Se ai tempi della ragazza di fuoco il fulcro della pellicola si incentrava, per lo meno nei primi due capitoli, sull’azione all’interno dell’arena, ecco che qui l’adrenalina e l’alta tensione, lasciano il posto a maggiore riflessione ed introspezione. Non è sulla psicologia dei ragazzi provenienti dai distretti che si concentra la nostra attenzione, quanto sugli attori che fanno sì che i giochi si realizzino ogni anno, su coloro che agiscono fuori dal campo.
Gli Hunger Games hanno alle spalle poche edizioni, ma nonostante questo il pubblico inizia a perdere interesse per l’intrattenimento di quella barbara competizione. Viene pertanto introdotta la figura del mentore. Per il ruolo vengono selezionate le eccellenze dell’Accademia di Capitol City, ad ognuna delle quali sarà affidato un tributo di cui prendersi cura e da far brillare nell’arena. Tra i neonati mentori figura ovviamente il nostro giovane Snow, che non è però l’unico personaggio già visto negli altri capitoli della saga. Se vi dovesse essere sfuggito qualche volto noto, leggete qui.

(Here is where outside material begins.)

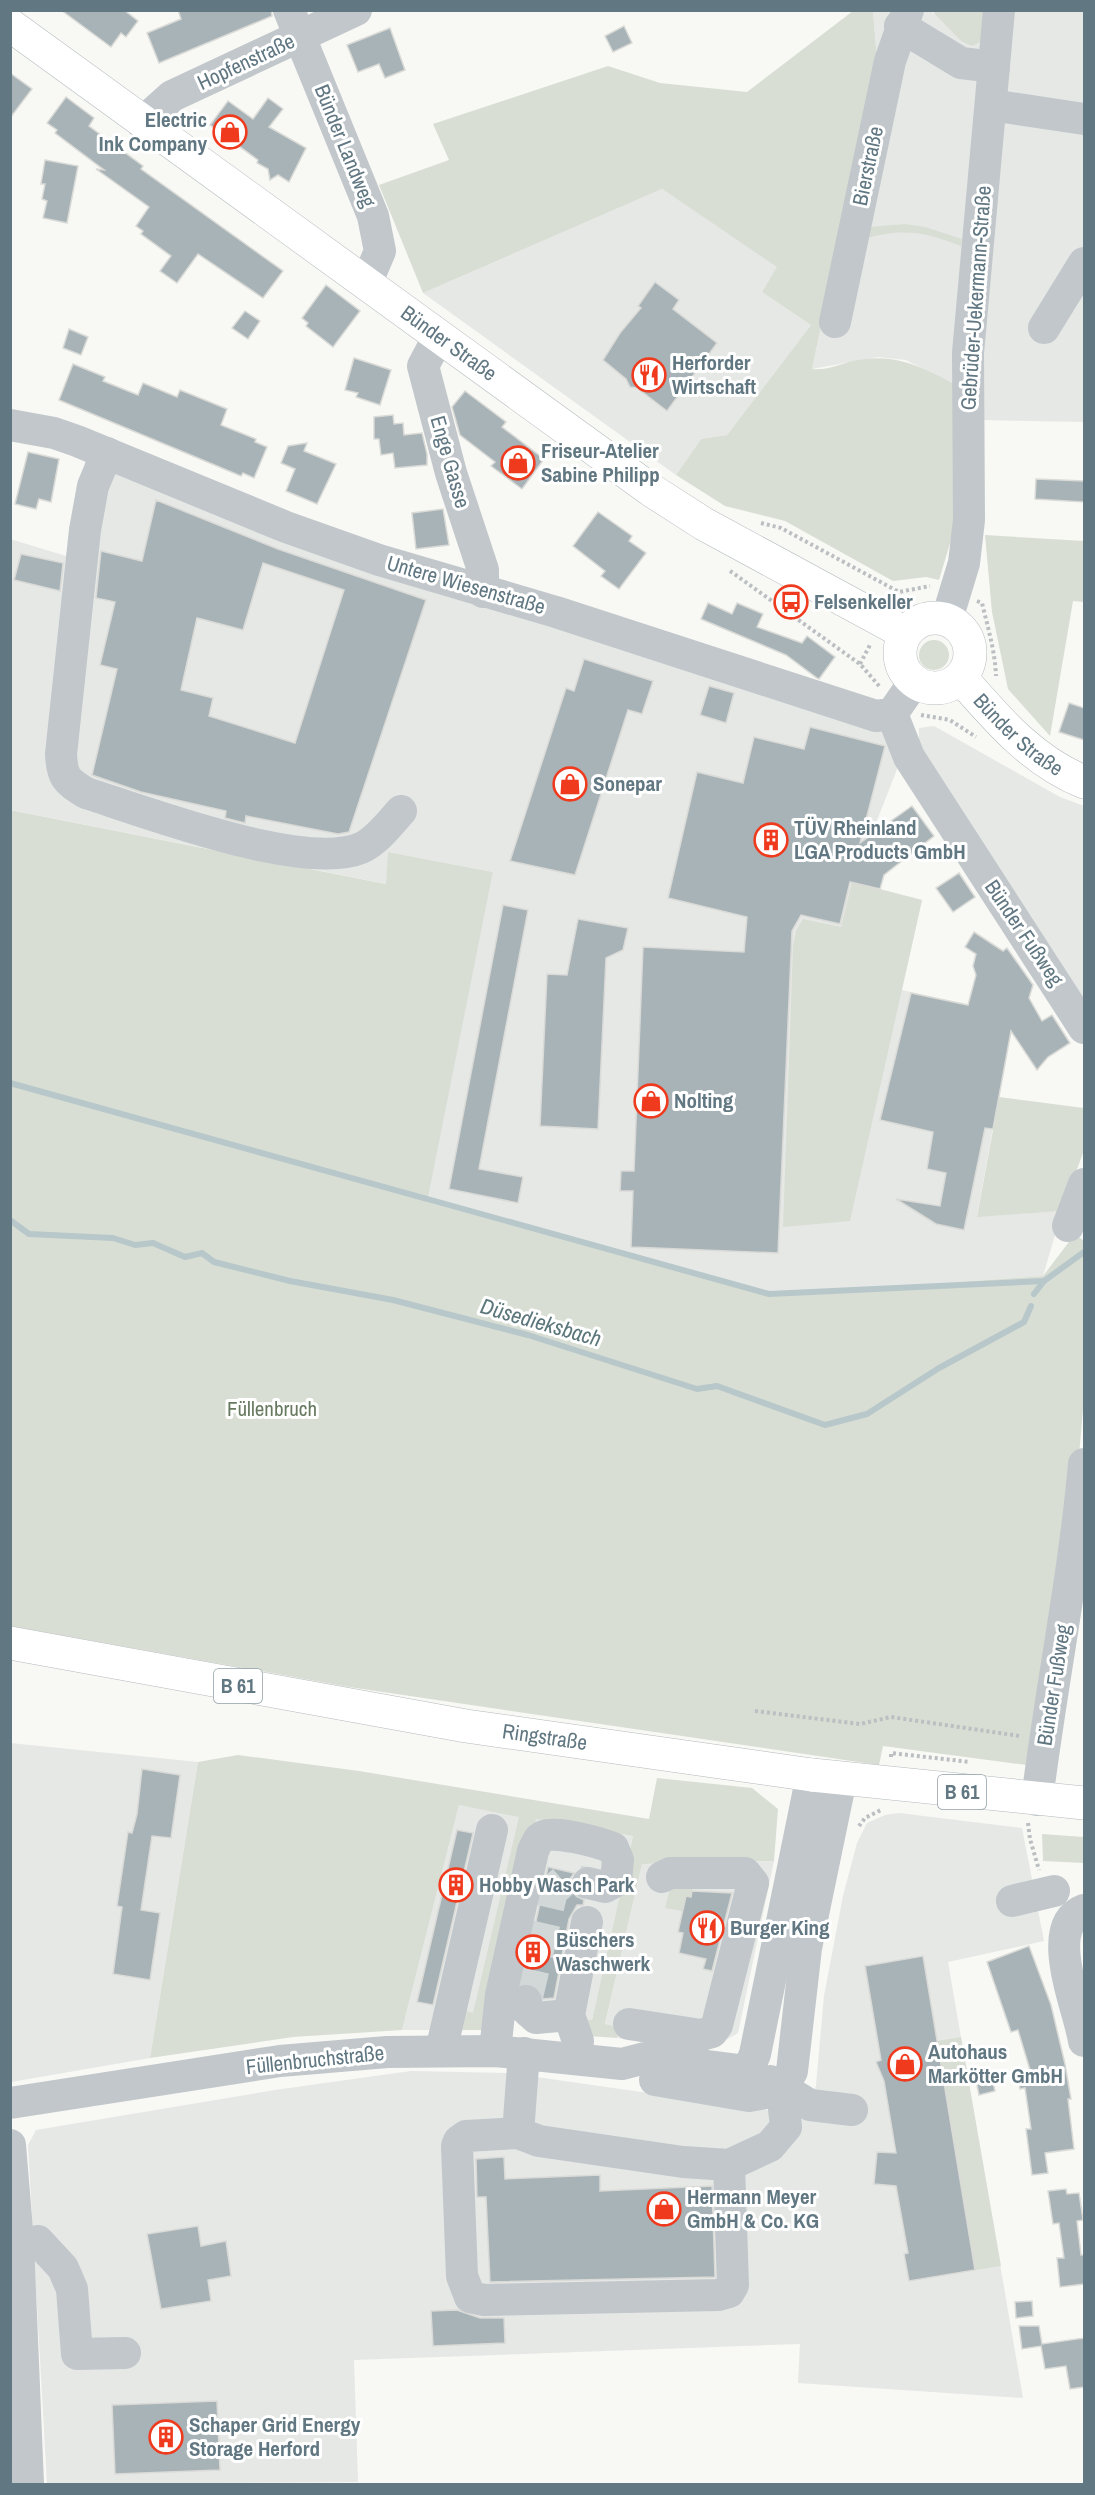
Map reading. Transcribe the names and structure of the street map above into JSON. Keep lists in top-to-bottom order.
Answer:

Hunger Games: La Ballata dell’Usignolo e del Serpente, l’ascesa di Snow

La pellicola corre quindi su due binari che ci permettono di dare soluzione alle questioni rimaste ancora senza risposta di cui abbiamo sopra accennato. Cosa ha reso Snow ciò che è diventato e qual è la vera ragione dietro alla volontà di protrarre gli Hunger Games per altre innumerevoli edizioni? Perché forse dietro a quella spietata gara di sopravvivenza c’è sempre stato molto più che una punizione per una ribellione, per una guerra conclusasi già troppi anni prima.
Ed è la stessa Dottoressa Volumnia Gaul, nome delle alte sfere di Capitol City, interpretata da una terrificante ed efficacie Viola Davis, a porre più volte questo interrogativo a Snow. Ma sarà solo nelle battute finali del film che Corio, e noi pubblico, troveremo la recondita risposta di questo dilemma. Vediamo quindi la Dottoressa Gaul tessere una tela attorno al giovane Snow, sottoporlo, a sua insaputa, ad una serie di prove che segneranno ciò che sarà , che riveleranno la sua vera natura, tenuta fino ad allora nascosta e soffocata. Che risveglieranno a poco a poco in lui le ambizioni per una vita che sa di meritare e a cui era destinato, con l’unico obiettivo di sfuggire alla frustrazione della sua attuale condizione.
Inganni e ambiguitÃ
Ad ogni minuto che passa vediamo quindi emergere sempre di più la volontà di riscatto di Corio, la volontà di tornare ad occupare il ruolo sociale che era stato di suo padre. Perché del resto gli Snow si posano e devono posarsi in cima. Il quadro che emerge è quindi quello di uno Snow manipolato e manipolatore, la cui ambiguità ci accompagna per tutti e tre gli atti. Lo vediamo affezionarsi al suo tributo Lucy Gray, l’usignolo del distretto 12, per la quale infrangerà le regole e metterà a rischio la propria vita per veder salva la sua. Lo vediamo supportare il suo amico idealista ed emarginato, nonostante la poizione sociale di prestigio. Lo vediamo vittima di una infida dottoressa.
Ogni atto eroico, ogni parola di conforto e ispirazione porta però con sè il dubbio che le azioni di Corio siano mosse solo dall’ambizione, dal suo personale istinto di sopravvivenza in quella che è l’arena della vita nell’ostile Panem. Nei confronti di Lucy Gray c’è poi un’infatuazione reale, che si scontrerà interiormente con le sue ciniche intenzioni, ma che di fatto non avrà lo sviluppo che ci si augurava. Perché, in fondo, sono le cose che amiamo di più a distruggerci. Parola di Coriolanus Snow. Scottanti verità stanno per essere rivelate. Non esitate a correre in sala, Hunger Games: La Ballata dell’Usignolo e del Serpente vi attende, dal 15 novembre.